:: Task prompt ::
Your answer consists of the lines in the data that contain "strong". Copy each of them.

:: Data section ::

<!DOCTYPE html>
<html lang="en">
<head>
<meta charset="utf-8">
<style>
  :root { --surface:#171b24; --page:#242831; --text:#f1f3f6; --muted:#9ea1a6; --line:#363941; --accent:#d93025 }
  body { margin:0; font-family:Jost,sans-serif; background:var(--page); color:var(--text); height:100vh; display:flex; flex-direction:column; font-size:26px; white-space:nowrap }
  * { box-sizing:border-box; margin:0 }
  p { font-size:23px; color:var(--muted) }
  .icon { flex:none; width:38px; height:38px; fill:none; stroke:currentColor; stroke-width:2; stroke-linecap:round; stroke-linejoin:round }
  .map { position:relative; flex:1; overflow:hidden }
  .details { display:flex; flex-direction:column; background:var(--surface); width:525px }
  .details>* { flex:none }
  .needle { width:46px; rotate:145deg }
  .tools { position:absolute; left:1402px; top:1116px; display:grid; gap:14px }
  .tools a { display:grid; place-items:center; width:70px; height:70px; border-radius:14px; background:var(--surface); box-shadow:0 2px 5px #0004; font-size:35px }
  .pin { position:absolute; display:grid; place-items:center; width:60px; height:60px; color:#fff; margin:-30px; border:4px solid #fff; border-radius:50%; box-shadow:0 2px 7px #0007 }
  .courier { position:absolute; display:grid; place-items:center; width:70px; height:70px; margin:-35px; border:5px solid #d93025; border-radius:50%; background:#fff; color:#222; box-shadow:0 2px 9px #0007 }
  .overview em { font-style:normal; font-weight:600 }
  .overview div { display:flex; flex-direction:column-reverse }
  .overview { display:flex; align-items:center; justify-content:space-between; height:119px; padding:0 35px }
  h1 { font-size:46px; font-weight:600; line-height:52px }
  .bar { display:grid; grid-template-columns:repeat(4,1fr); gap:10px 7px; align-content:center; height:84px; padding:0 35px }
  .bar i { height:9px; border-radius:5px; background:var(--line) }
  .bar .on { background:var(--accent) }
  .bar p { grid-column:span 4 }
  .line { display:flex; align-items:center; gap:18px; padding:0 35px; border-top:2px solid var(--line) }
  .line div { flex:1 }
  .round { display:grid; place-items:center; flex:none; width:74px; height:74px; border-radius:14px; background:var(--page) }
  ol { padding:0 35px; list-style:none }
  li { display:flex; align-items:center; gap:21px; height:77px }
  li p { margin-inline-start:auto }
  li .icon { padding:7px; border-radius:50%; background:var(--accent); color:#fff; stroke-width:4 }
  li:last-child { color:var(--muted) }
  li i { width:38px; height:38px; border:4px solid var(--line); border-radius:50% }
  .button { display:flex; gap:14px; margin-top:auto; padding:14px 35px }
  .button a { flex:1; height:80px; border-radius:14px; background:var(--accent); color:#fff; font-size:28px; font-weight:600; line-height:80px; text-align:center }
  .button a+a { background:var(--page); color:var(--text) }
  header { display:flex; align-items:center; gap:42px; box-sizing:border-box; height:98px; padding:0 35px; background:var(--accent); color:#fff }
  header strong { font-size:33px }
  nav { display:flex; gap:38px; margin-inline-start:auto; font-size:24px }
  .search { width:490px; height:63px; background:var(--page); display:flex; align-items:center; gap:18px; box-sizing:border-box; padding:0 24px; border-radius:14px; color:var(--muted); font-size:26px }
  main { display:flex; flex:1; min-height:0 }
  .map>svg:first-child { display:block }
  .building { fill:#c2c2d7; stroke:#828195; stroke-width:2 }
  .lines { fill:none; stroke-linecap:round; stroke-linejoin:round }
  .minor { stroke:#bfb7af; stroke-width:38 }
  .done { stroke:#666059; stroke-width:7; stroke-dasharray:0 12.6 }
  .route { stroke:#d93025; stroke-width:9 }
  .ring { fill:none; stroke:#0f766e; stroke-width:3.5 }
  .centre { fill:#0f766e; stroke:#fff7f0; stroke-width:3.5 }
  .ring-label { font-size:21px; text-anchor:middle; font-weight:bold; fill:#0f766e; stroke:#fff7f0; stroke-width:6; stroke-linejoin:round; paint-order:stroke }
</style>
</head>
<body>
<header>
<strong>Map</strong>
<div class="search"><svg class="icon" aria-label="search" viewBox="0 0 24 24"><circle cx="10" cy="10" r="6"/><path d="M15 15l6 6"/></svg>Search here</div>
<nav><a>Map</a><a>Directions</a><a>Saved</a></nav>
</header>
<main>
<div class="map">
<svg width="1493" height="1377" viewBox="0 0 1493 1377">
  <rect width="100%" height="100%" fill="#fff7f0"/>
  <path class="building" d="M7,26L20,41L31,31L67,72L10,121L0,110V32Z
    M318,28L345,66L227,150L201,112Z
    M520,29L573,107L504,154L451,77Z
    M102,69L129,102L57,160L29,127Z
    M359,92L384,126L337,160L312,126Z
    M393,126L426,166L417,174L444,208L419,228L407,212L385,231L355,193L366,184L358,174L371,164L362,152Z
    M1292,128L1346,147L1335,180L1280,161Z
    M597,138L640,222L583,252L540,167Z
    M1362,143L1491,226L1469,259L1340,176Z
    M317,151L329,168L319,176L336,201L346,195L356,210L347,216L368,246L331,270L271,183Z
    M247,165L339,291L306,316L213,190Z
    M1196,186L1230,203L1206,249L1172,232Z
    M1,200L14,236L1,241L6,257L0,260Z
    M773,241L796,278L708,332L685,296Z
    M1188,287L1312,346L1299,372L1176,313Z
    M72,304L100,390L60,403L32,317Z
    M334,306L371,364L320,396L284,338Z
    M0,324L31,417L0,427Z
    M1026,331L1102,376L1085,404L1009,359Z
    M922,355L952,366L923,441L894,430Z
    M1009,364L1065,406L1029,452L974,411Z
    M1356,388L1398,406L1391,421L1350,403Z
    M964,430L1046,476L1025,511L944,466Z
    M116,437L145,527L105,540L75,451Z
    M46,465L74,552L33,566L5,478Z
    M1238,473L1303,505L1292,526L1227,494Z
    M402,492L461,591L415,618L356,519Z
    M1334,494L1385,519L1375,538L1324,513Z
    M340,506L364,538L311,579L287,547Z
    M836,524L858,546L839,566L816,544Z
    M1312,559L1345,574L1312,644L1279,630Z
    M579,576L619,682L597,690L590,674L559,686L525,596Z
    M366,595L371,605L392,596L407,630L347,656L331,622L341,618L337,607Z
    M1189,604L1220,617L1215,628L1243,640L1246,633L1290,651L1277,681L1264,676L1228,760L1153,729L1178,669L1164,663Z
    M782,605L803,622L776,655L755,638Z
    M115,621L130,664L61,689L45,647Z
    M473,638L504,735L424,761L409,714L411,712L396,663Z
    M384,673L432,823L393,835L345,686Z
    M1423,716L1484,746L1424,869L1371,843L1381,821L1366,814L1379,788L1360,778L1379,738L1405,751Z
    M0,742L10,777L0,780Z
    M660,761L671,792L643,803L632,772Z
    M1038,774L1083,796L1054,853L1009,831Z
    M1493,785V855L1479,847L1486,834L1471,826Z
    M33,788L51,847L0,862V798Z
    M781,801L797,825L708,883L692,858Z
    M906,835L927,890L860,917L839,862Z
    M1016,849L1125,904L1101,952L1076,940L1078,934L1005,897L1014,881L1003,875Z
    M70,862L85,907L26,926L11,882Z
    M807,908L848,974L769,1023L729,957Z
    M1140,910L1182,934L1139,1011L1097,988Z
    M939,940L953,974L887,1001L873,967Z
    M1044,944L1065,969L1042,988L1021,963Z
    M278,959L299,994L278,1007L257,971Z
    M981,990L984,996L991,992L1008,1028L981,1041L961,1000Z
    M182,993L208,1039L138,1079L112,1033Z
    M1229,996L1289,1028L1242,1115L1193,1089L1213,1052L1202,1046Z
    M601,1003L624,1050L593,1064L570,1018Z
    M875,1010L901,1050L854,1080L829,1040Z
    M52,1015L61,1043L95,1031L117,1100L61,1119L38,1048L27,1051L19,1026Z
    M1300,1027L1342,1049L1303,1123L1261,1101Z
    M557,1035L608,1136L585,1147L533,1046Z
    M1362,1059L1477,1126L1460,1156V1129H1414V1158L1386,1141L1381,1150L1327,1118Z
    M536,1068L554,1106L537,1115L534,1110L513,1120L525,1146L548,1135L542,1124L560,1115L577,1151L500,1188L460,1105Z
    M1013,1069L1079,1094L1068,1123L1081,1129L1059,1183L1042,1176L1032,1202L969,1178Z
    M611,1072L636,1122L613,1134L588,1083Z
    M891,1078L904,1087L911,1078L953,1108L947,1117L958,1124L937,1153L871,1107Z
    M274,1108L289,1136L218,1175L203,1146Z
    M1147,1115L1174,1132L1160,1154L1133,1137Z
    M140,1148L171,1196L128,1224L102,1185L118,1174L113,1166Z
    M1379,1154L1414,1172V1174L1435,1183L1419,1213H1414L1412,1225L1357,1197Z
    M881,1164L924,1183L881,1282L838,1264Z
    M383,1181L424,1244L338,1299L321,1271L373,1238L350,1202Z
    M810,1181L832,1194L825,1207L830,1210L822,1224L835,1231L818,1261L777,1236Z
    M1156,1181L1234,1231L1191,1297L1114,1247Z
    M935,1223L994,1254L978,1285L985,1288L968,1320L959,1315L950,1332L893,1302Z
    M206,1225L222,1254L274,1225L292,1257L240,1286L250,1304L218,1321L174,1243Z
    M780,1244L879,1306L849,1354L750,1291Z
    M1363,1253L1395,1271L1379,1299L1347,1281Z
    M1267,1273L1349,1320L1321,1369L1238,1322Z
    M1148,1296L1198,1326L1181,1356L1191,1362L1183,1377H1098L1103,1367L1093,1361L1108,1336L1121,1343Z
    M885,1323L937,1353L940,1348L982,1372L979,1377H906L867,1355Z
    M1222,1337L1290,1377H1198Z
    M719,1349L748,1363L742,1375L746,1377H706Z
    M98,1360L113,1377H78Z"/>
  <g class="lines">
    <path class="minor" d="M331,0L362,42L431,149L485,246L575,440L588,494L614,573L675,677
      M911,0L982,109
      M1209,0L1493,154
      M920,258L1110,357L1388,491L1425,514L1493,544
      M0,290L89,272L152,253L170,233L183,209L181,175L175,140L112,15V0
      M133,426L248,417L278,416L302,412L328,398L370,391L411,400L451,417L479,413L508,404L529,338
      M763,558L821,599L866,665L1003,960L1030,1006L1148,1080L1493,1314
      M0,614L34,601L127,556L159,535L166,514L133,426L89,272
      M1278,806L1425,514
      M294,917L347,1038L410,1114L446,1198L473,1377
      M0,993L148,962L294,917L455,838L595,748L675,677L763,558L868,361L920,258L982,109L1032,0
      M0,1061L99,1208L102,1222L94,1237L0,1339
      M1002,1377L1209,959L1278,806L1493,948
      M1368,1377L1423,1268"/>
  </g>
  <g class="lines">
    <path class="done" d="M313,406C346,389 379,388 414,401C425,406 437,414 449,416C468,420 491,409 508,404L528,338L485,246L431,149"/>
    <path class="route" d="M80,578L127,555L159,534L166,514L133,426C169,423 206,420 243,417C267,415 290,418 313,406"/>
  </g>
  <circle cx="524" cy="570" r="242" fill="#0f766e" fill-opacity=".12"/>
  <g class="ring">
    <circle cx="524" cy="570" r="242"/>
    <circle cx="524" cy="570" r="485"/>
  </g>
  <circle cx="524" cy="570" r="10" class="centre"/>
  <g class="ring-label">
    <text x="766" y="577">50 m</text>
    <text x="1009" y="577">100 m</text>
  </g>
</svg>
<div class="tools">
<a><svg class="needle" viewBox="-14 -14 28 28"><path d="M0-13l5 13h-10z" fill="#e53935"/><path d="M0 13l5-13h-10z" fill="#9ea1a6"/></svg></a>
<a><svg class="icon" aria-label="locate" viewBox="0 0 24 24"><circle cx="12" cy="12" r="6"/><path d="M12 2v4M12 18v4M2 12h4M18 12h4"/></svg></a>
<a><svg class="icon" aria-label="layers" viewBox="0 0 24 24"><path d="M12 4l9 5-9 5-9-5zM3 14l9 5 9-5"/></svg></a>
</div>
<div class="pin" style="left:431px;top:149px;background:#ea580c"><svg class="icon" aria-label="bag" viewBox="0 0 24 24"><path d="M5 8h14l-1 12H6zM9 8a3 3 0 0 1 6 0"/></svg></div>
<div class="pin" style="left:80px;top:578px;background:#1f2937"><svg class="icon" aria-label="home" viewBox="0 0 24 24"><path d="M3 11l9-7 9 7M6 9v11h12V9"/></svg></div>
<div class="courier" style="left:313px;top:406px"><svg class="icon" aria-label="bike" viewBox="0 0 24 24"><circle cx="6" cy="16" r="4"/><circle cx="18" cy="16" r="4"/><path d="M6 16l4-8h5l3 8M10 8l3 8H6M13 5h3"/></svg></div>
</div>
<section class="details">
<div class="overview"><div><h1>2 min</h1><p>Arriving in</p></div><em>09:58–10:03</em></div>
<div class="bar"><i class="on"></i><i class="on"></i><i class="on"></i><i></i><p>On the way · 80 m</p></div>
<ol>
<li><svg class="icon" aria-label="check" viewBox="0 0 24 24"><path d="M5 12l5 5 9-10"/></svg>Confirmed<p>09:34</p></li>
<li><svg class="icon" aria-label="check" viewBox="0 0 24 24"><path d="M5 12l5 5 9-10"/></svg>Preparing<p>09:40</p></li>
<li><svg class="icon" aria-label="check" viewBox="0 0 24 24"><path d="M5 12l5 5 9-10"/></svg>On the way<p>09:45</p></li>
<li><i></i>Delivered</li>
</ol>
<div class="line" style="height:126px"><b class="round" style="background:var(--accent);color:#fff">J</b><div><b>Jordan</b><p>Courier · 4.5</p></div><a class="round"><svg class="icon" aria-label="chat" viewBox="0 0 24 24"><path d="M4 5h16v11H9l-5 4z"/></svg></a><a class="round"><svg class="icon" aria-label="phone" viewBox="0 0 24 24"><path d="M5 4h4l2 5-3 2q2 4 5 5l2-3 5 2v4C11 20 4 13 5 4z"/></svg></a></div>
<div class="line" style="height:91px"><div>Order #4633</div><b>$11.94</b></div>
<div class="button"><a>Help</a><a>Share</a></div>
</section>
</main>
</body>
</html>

:: Result of the exercise ::
  header strong { font-size:33px }
<strong>Map</strong>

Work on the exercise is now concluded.